THE BLOG

Homophobia in Africa

16/05/2014 10:22 BST | Updated 15/07/2014 10:59 BST

South African, perched on the southern most tip of Africa, often feel detached from the rest of the world. Yet we have one of the most well-known and effective constitutions ever written - one of the reasons why, back in the 1980s, South Africa never erupted into a full-scale civil war.

In my late teens and early twenties, homosexual acts were illegal in South Africa, and I was arrested twice by the South African Police for solicitation. The South African Police would find a very good looking policemen and dress them in plain clothes, allowing them to infiltrate the cruising and cottaging spots in and around Durban. They would then lure you into a situation whereby you could be set up and then they literally pounced on you, arresting you for solicitation.
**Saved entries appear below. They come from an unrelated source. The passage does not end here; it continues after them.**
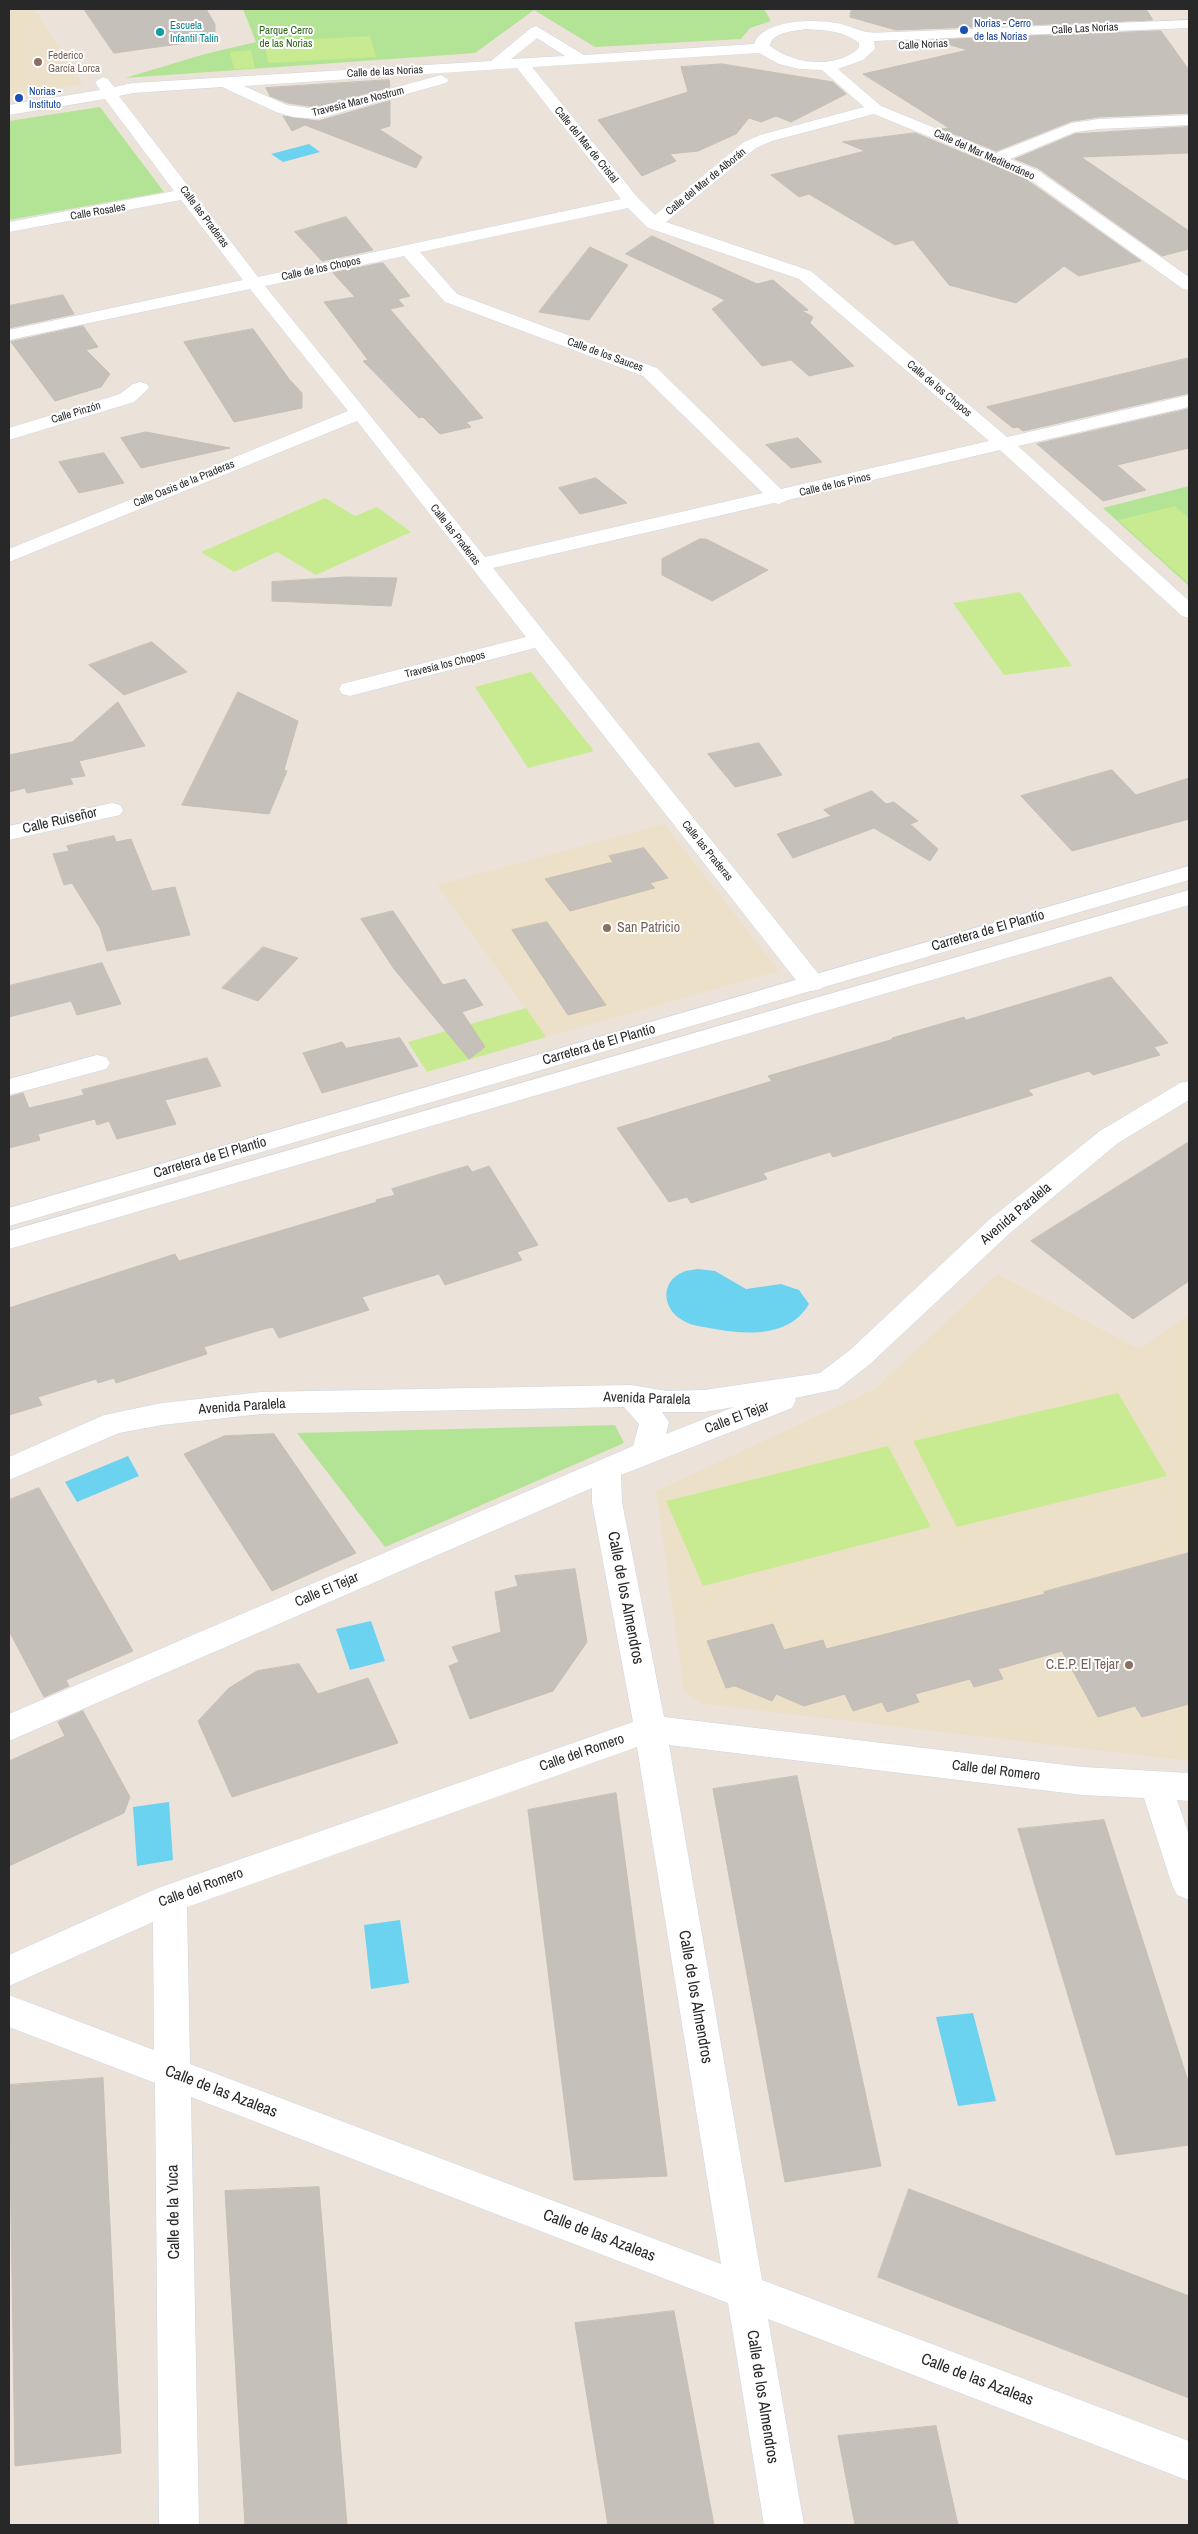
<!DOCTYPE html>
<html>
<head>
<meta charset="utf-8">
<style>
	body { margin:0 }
	#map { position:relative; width:1198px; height:2534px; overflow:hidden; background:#ebe3da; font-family:"Archivo Narrow",sans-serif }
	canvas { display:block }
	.frame { position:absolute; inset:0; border:10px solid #282828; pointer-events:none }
</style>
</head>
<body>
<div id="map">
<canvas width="1198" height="2534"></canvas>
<div class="frame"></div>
</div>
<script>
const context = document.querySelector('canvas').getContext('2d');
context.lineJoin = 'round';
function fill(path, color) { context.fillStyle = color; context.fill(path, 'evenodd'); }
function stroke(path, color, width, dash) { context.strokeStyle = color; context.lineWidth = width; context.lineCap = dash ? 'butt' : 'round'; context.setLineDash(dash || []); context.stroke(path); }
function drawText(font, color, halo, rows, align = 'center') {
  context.font = font + ' "Archivo Narrow",sans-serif'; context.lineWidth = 4; context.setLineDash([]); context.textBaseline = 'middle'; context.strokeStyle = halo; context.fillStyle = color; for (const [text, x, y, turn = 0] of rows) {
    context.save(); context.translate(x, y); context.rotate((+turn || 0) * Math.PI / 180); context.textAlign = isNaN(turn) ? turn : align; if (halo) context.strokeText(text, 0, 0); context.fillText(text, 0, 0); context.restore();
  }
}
fill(new Path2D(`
	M9,9H34L83,84L9,96Z
	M664,824L779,971L546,1037L437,885Z
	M997,1274L1139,1349L1189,1314V1761L703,1704L684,1691L656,1491L875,1389Z`), '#ede0c9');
fill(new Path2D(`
	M243,9H764L771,21L750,28L741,39L595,47L534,10L475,53L125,78L205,54L256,42Z
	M100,107L164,192L9,220V121Z
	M1189,486V586L1103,508Z
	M615,1425L624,1443L385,1547L297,1433Z`), '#b3e395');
fill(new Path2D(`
	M370,36L376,57L268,63L264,42Z
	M251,50L255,68L234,69L230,52Z
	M325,498L355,516L377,507L411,532L316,575L277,552L234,572L201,552Z
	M1175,506L1189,518V584L1118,520Z
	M1020,592L1072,666L1004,675L953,603Z
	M531,672L594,751L528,768L475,687Z
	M526,1008L546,1037L427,1072L408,1042Z
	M1118,1393L1167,1476L957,1527L913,1441Z
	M888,1446L931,1527L703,1586L666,1501Z`), '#c8ea91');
fill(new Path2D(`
	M309,144L320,152L283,162L271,154Z
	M698,1269L715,1271L746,1289L781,1284L799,1290L809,1304C790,1337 748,1335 715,1329C703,1327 692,1326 682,1320C662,1308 660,1282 683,1272C687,1270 693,1270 698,1269Z
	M128,1456L139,1476L77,1502L65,1482Z
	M371,1621L385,1661L350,1670L336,1629Z
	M169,1802L173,1860L137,1866L133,1807Z
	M400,1920L409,1983L371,1989L364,1925Z
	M973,2013L996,2101L958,2106L936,2017Z`), '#6bd2ef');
const building = new Path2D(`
	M84,9H206L215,24V39L114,53Z
	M852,9H1146L1153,20L896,30L850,17Z
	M1161,31L1189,70V113L1099,117L1072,121L996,151L942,129L949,128L863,74L968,50L933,40Z
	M722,64L833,82L846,94L791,122L776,116L761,122L749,118L736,134L698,151L670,154L676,161L642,176L598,120L688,92L681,67Z
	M389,80L390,87L316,107L288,103L270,96L266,88Z
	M390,101V126L379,129L422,157L416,168L305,125L292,131L283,116L318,121Z
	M1189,127V153L1081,157L1189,231V249L1162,256L1038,168L1015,159L1075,134Z
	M915,133L1024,178L1141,261L1079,276L1064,266L1016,303L949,285L913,240L895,245L809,194L799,197L771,175L865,151L843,142Z
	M346,217L373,250L322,261L295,232Z
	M652,236L757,284L773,280L808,310L802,311L813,317L810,323L854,366L809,376L791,360L762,366L712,309L725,300L626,254Z
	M590,247L628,265L589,320L539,312Z
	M383,263L410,296L398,299L404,306L390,309L483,418L466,422L471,427L440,434L423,417L419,418L363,361L368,360L324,302L355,297L333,273Z
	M63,295L74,314L9,328V306Z
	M83,326L98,347L86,350L110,374L101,387L55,401L11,342Z
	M253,329L289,379L302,393V408L234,422L184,342Z
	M1189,358V393L1023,431L1018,427L1013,428L987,407Z
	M1189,409V448L1117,465L1146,490L1103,501L1037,444Z
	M146,432L230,448L141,468L121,438Z
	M798,438L822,462L791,468L766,445Z
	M104,453L124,483L79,493L59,462Z
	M596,478L627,503L580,514L559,488Z
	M700,539H706L768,570L712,601L662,575V559Z
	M347,577L397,578L391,606L272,601V582Z
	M152,642L187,672L124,695L89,665Z
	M238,692L298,721L284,770L287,771L269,814L182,805Z
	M118,702L145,746L79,761L85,776L70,778L73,784L27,793L25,788L9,792V755L72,742Z
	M759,743L782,775L735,787L708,754Z
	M1112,770L1136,795L1189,778V819L1072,851L1021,796Z
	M872,791L886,804L894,802L918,821L910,824L938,849L930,861L874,828L793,858L777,834L831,816L824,810Z
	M114,836L116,842L131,839L152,891L175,887L190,935L107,951L100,928L72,883L64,885L53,854L69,851L67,846Z
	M644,848L668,878L650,883L655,888L570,911L545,879L613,862L609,856Z
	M393,911L443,985L465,979L483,1005L462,1012L485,1047L469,1059L394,969L361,919Z
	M547,922L606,1005L568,1015L512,930Z
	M263,947L298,958L258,1001L222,988Z
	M102,963L121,1004L77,1015L71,1001L9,1017V986Z
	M1111,977L1168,1043L1154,1047L1160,1055L1093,1075L1089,1071L1028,1090L1033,1095L833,1157L830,1152L763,1173L767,1179L691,1203L687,1197L669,1202L617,1128L772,1081L768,1076L894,1039L892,1038L964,1017L966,1020Z
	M400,1038L418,1066L322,1093L303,1053L342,1042L346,1048Z
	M207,1058L221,1086L165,1100L176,1124L117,1139L109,1121L97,1125L95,1119L38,1134L40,1140L9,1148V1097L23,1093L29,1108L84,1095L82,1090Z
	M1189,1142V1281L1133,1319L1031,1241Z
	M468,1166L472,1172L489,1166L538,1245L517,1252L522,1260L445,1285L439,1274L362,1297L369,1310L279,1338L273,1327L264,1329L204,1347L207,1354L116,1383L114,1378L98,1383L96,1379L38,1397L42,1405L9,1415V1308L175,1254L179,1261L377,1202L376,1200L395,1195L392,1189Z
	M274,1434L356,1553L272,1591L184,1454L224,1436Z
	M39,1488L133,1651L66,1680L69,1686L44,1697L9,1631V1500Z
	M1189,1553V1704L1142,1717L1135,1706L1098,1717L1062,1651L998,1669L1003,1679L974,1687L970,1679L915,1694L919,1702L887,1712L882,1702L853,1711L845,1694L804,1706L776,1694L772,1701L735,1686L726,1688L707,1641L773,1624L784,1650L823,1640L826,1649L1045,1594L1044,1592Z
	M575,1569L587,1642L553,1691L470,1719L449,1666L459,1662L452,1647L501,1632L495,1592L518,1586L515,1576Z
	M299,1664L318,1694L368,1678L398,1743L232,1797L198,1721L229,1688L257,1671Z
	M83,1711L130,1797L124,1813L9,1866V1761L65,1736L58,1722Z
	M797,1776L881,2166L785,2182L713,1789Z
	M616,1793L667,2176L574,2180L528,1810Z
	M1104,1820L1189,2084V2145L1116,2155L1018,1829Z
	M103,2078L121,2453L15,2466L9,2085Z
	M319,2187L347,2525H245L225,2191Z
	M909,2189L1189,2296V2398L878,2277Z
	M674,2311L714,2525H608L575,2323Z
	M936,2426L958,2525H855L838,2436Z`);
fill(building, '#c6c0ba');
stroke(building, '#c6bfb4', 1);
const minor = new Path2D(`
	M1189,20V28L874,41L875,49L863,60L838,69L881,106L996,153L1072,123L1099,119L1189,115V125L1099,129L1075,132L1010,159L1037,170L1189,277V290L1183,289L1025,176L874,114L772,141L756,148L666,222L811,271L1007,437L1189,395V407L1018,446L1189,601V618L1182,616L1000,450L788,500L779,504L774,503L493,568L821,977L824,983L821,989L812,991L803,989L535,648L350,696L342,694L339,689L342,684L526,637L357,421L9,562V549L348,411L250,289L9,340V330L243,280L181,200L9,232V222L174,191L105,99L9,115V105L100,90L95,82L103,77L108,79L114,87L133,83L491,61L531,28L536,26L584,55L754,44C763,19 815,19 836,23C845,24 853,28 862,31C872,34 887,32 897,32ZM806,29C826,30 844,31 859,43V48C836,69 794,65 770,46C771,32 795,31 806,29ZM537,38L565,56L511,59ZM759,53L779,64L799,69L822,70L864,107L760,135L744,142L655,215L638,198L532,67ZM517,68L621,199L258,277L119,96L133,93L222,87L276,112L293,117L317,119L446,83L449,80L441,75L316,109L287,105L244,86ZM628,208L648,228L799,279L989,441L781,489L657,368L457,294L420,252ZM404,256L445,302L643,376L763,493L485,557L265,286Z
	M140,382L147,384L149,388L134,402L9,440V428L120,394L133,384Z
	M112,803L120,805L123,810L120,815L9,840V826Z
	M97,1055L106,1057L110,1063L106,1069L9,1095V1079Z
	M1189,1081V1100L1118,1143L1010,1233L870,1364L838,1389L795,1398L796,1400L792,1408L621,1475L622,1502L664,1717L1083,1767L1189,1773V1801L1177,1800L1189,1835V1900L1177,1895L1172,1885L1144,1798L1083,1795L669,1745L762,2280L1189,2441V2481L768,2319L804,2525H764L728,2303L191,2097L199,2525H159L155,2083L9,2027V1995L154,2050L153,1922L9,1986V1955L158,1888L633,1722L592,1502V1488L9,1741V1714L633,1446L639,1424L624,1407L261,1414L162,1425L119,1433L9,1480V1457L104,1415L162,1403L261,1392L631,1385L667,1391L704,1390L820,1373L850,1350L990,1219L1100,1131L1180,1083ZM734,1407L666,1434L669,1422L662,1412H704ZM637,1747L721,2264L190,2064L187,1907Z`);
const tertiary = new Path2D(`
	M1189,866V880L9,1226V1208Z
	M1189,890V905L9,1249V1231Z`);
stroke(minor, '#cfd4e2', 1);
stroke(tertiary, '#cfd4e2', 1);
fill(minor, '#fff');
fill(tertiary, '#fff');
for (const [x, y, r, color] of [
	[964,30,5,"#1a4fb4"],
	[160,32,5,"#0f9aa8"],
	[38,62,5,"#8d6e63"],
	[19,98,5,"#1a4fb4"],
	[607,928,5,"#8d6e63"],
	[1129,1665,5,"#8d6e63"]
]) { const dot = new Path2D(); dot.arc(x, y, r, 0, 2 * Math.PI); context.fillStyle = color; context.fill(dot); stroke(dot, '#fff', 2); }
drawText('11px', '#164399', '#fff', [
	["Norias - Cerro",974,24],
	["de las Norias",974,37],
	["Norias -",29,92],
	["Instituto",29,105]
], 'left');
drawText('11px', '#0d838f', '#fff', [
	["Escuela",170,26],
	["Infantil Talín",170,39]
], 'left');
drawText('11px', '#282828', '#fff', [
	["Calle Las Norias",1085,29,-3],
	["Calle Norias",923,45,-3],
	["Calle de las Norias",385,72,-3],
	["Travesía Mare Nostrum",358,102,-14],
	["Calle del Mar de Cristal",586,145,51],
	["Calle del Mar Mediterráneo",984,155,24],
	["Calle del Mar de Alborán",706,182,-39],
	["Calle Rosales",98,212,-10],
	["Calle las Praderas",204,217,53],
	["Calle de los Chopos",321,269,-12],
	["Calle de los Sauces",605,355,20],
	["Calle de los Chopos",939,389,40],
	["Calle Pinzón",76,413,-17],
	["Calle Oasis de la Praderas",184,484,-22],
	["Calle de los Pinos",835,485,-13],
	["Calle las Praderas",455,535,52],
	["Travesía los Chopos",445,665,-14],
	["Calle las Praderas",707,851,51]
]);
drawText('11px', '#2c6519', '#fff', [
	["Parque Cerro",286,31],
	["de las Norias",286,44]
]);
drawText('11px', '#785e54', '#fff', [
	["Federico",48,56],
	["García Lorca",48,69]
], 'left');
drawText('14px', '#282828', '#fff', [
	["Calle Ruiseñor",60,821,-13],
	["Carretera de El Plantío",988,931,-16],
	["Carretera de El Plantío",599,1045,-16],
	["Carretera de El Plantío",210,1158,-16],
	["Avenida Paralela",1016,1214,-40],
	["Avenida Paralela",647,1399,2],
	["Avenida Paralela",242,1407,-4],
	["Calle El Tejar",737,1418,-21],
	["Calle El Tejar",327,1590,-23],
	["Calle del Romero",582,1753,-19],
	["Calle del Romero",996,1771,7],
	["Calle del Romero",201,1888,-20]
]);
drawText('14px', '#785e54', '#fff', [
	["San Patricio",617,928],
	["C.E.P. El Tejar",1119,1665,"right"]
], 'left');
drawText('16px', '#282828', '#fff', [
	["Calle de los Almendros",625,1598,79],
	["Calle de los Almendros",695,1997,80],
	["Calle de las Azaleas",221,2092,21],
	["Calle de la Yuca",174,2212,-91],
	["Calle de las Azaleas",599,2236,21],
	["Calle de las Azaleas",977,2380,21],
	["Calle de los Almendros",762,2397,81]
]);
</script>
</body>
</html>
You would be taken to a police charge office where you would be further belittled and embarrassed in front of all the policeman on duty at the time. I was fortunate I was never physically assaulted by them, however there were incidents of police brutality against openly gay men.

There are deep cultural beliefs in many African communities where being gay is simply not accepted. So even though today in 2014, 20 years after our magnificent constitution was put into effect, outside of the city, in the black townships and in the rural areas, if a gay person is found out by the community, they have to escape with the clothes on their back. The communities are known to believe that gay people are possessed by the devil, and this belief goes back many generations. There are countless cases of gay South Africans being beaten, and even killed, because of their sexual orientation. If it is a lesbian, they are sometimes raped on the belief that this will 'cure' them of this 'disease'. Gay South Africans are often ostracized by their families, friends, communities and even churches.
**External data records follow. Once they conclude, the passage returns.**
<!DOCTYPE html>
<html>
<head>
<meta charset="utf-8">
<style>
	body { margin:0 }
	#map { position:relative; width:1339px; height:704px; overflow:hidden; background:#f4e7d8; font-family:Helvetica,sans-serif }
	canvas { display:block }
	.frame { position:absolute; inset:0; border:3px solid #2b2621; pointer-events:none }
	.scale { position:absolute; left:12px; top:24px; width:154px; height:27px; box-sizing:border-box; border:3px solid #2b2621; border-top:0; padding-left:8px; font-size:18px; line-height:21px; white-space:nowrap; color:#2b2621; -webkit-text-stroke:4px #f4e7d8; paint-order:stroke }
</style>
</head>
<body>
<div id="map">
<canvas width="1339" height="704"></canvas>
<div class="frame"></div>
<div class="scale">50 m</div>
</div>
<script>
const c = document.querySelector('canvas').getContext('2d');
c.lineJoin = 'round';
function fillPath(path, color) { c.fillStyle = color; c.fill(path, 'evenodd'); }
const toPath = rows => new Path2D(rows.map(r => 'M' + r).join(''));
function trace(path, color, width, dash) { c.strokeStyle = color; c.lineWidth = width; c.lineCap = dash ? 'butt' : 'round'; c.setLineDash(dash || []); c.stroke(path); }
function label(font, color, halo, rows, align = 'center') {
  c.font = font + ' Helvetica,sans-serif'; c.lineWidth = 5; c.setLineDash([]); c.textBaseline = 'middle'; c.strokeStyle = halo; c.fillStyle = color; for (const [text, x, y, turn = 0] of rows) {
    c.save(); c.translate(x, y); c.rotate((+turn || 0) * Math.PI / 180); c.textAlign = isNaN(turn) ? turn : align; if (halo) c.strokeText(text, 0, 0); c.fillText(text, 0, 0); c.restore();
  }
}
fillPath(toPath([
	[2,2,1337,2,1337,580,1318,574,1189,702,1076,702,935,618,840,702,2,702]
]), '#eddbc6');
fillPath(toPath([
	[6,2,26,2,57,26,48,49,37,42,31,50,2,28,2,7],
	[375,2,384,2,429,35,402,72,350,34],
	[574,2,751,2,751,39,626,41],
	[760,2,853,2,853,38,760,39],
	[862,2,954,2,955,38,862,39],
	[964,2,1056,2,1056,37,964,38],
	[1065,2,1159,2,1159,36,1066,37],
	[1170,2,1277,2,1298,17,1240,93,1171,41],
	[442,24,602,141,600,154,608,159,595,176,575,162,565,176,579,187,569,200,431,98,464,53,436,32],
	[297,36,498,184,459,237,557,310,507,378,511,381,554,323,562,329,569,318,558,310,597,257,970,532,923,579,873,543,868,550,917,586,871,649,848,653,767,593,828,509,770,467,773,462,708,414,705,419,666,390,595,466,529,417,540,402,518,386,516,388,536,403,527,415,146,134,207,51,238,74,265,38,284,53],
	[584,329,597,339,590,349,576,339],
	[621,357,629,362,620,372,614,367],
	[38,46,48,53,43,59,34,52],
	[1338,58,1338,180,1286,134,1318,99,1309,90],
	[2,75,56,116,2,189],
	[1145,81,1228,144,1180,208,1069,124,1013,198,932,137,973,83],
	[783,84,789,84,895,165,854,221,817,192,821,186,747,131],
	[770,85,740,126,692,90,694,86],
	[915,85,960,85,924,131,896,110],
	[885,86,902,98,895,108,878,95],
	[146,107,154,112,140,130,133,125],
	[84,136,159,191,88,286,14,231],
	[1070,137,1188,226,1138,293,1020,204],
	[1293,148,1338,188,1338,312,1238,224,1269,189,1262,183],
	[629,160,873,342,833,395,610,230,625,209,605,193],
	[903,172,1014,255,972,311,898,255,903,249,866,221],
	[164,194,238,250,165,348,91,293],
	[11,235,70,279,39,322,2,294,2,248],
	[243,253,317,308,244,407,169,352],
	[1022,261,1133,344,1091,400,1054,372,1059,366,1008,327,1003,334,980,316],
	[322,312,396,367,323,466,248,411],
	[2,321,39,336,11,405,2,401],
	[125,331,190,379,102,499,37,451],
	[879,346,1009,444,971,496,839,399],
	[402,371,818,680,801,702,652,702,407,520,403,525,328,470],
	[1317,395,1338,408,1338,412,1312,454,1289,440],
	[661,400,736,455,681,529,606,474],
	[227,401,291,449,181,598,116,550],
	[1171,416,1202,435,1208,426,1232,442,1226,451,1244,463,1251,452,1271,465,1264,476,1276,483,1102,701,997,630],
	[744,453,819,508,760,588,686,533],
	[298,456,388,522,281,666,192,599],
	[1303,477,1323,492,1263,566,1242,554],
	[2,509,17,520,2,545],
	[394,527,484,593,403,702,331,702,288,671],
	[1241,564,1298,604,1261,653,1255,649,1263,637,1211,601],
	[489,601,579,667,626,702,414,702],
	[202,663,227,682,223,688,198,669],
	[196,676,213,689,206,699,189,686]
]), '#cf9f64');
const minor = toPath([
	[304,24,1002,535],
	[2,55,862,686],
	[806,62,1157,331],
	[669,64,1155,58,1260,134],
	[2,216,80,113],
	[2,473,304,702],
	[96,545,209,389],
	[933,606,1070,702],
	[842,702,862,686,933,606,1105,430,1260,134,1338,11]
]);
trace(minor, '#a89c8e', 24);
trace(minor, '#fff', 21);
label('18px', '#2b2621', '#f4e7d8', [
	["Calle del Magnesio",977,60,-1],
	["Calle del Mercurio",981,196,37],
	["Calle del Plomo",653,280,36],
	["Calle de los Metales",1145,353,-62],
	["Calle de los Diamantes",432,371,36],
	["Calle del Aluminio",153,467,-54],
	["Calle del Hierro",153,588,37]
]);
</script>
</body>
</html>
Those that are fortunate manage to escape or flee to the cities of South Africa - Cape Town, Johannesburg and Durban - and a few smaller towns, where being gay is more tolerable or perhaps easier to conceal. However this comes with another set of challenges. These rural or township gay blacks are now left to the peril of the big bad cities. Here they are now extremely vulnerable to prostitution, drugs and crime as a means of survival. Along with drugs and prostitution comes the risk of being infected with HIV.

Many of the African leaders, Uganda for example, are raising mass hysteria amongst the populations they lead against a weak and loving minority. This diverts the attention from the real issues facing their countries so they can continue to rape their citizens of the foreign aid coming into their countries and pursue their own selfish careers in politics and continue with a corrupt cabinet that cannot deliver basic services and needs to the population. Keeping your citizens uneducated is in the best interest of corrupt politicians in Africa. This is the best way to keep them voting for you, as the less the population knows, the more likely they will vote you back into power. As soon as you give someone an education and the freedom to think for themselves you stand the risk of them revolting or voting you out. This is one of the very reasons that the education system in South Africa is slowly collapsing. It is in the interests of the existing corrupt leaders to continue lowering the pass rates of schools, and make entrance into universities accessible to anyone, thus, over time creating a population that cannot think for themselves which will guarantee the existing leaders their positions in government offices.

I have never understood how gay people, who are merely wanting and seeking love are treated worse than rapists and murderers by their leaders. It's time the world stood as one as they did against colour discrimination in the 1970's and 1980's in South Africa, and stood as one against sexual discrimination, because really, what is the difference?